EXERCISE OBJECTIVE: Extract the lines up to and including the one that contains "position:absolute; left:20px; top:378px;", starting with the first line of the entries below, and omit the pictures.

***** DATA *****

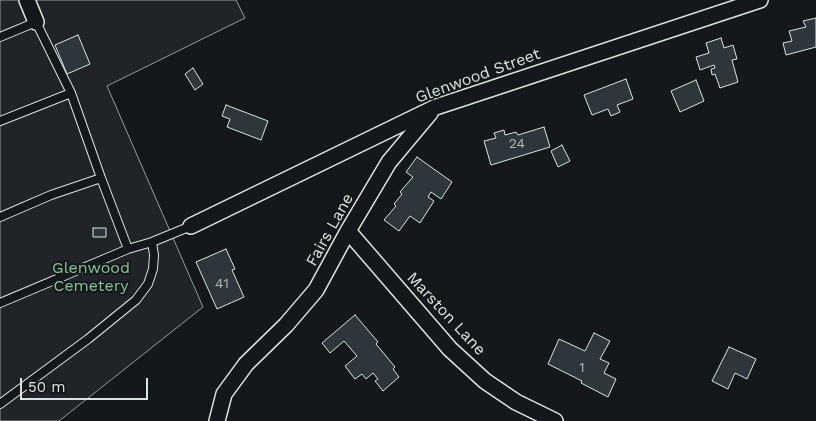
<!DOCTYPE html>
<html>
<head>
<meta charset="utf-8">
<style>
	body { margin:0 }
	#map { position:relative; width:816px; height:421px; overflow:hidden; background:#14181c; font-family:"Work Sans",sans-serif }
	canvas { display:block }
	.scale { position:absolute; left:20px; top:378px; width:128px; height:22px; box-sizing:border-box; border:2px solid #d8e6dc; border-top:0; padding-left:6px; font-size:15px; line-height:18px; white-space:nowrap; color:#d8e6dc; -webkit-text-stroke:4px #14181c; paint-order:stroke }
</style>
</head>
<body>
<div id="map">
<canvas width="816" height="421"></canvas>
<div class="scale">50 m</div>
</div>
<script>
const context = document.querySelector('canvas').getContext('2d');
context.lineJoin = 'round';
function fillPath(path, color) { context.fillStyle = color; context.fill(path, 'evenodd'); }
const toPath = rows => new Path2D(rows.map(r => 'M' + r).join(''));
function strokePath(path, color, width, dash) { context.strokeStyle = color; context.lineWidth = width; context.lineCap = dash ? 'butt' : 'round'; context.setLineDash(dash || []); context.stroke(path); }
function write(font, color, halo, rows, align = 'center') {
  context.font = font + ' "Work Sans",sans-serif'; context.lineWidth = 4; context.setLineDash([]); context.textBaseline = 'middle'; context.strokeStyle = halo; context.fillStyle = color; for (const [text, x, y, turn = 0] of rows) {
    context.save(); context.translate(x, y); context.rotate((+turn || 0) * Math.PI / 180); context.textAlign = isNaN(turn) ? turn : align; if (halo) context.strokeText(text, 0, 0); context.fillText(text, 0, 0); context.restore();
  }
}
const green = toPath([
	[0,0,236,0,245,18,107,86,203,307,59,421,0,421,0,0]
]);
fillPath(green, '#202428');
strokePath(green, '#939e99', 1);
const building = toPath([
	[816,18,816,47,786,55,783,43,792,41,789,31,806,27,803,21,816,18],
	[78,35,90,64,67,74,55,45,78,35],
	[721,38,724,48,733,45,737,59,732,60,738,82,720,88,715,74,712,75,711,69,715,68,714,65,700,70,696,57,709,53,706,43,721,38],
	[193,68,203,84,195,90,185,74,193,68],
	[626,79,633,99,617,105,620,112,611,116,608,109,592,115,584,95,626,79],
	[696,80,704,101,680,112,671,91,696,80],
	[226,105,268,121,261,140,227,127,230,119,222,116,226,105],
	[544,127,550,147,491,165,484,141,496,138,494,133,504,130,505,135,516,132,518,135,544,127],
	[562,145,570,161,558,167,551,151,562,145],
	[417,157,452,182,441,199,431,192,428,197,434,201,420,223,410,216,399,231,384,220,396,206,394,204,402,194,400,192,413,177,406,172,417,157],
	[93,228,106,228,106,237,93,237,93,228],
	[226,249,235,269,232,270,244,297,217,309,196,262,226,249],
	[355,315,378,342,376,344,395,367,393,369,399,377,383,391,375,381,378,379,373,373,366,379,362,374,355,379,345,366,357,356,344,341,330,353,322,343,355,315],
	[594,333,610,341,600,359,609,363,604,373,616,379,608,397,581,383,582,381,548,364,559,339,585,351,594,333],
	[729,347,756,359,747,379,735,373,728,389,712,381,729,347]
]);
fillPath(building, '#2c363c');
strokePath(building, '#d8e6dc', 1);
const service = toPath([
	[0,37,36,22,71,93,101,178,51,195,0,217],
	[0,121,71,93],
	[101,178,128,249],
	[0,303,128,249,152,242,191,226],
	[0,404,88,339,136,300,148,284,153,269,154,255,152,242]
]);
const minor = toPath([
	[27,0,36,22],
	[191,226,436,107,760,0],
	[348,231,450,349,485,381,516,402,555,421],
	[217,421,224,394,246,364,286,325,316,290,348,231,389,162,430,113]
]);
strokePath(service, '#d8e6dc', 10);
strokePath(minor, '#d8e6dc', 18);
strokePath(service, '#14181c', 8);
strokePath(minor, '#14181c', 15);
write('14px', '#adbab4', null, [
	["24",517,144],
	["41",222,284],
	["1",582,368]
]);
write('16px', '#d8e6dc', '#14181c', [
	["Glenwood Street",478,76,-20],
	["Fairs Lane",330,230,-61],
	["Marston Lane",446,314,47]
]);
write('16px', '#8ac095', '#14181c', [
	["Glenwood",91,268],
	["Cemetery",91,286]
]);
</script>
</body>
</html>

*****

RESPONSE BOX:
<!DOCTYPE html>
<html>
<head>
<meta charset="utf-8">
<style>
	body { margin:0 }
	#map { position:relative; width:816px; height:421px; overflow:hidden; background:#14181c; font-family:"Work Sans",sans-serif }
	canvas { display:block }
	.scale { position:absolute; left:20px; top:378px; width:128px; height:22px; box-sizing:border-box; border:2px solid #d8e6dc; border-top:0; padding-left:6px; font-size:15px; line-height:18px; white-space:nowrap; color:#d8e6dc; -webkit-text-stroke:4px #14181c; paint-order:stroke }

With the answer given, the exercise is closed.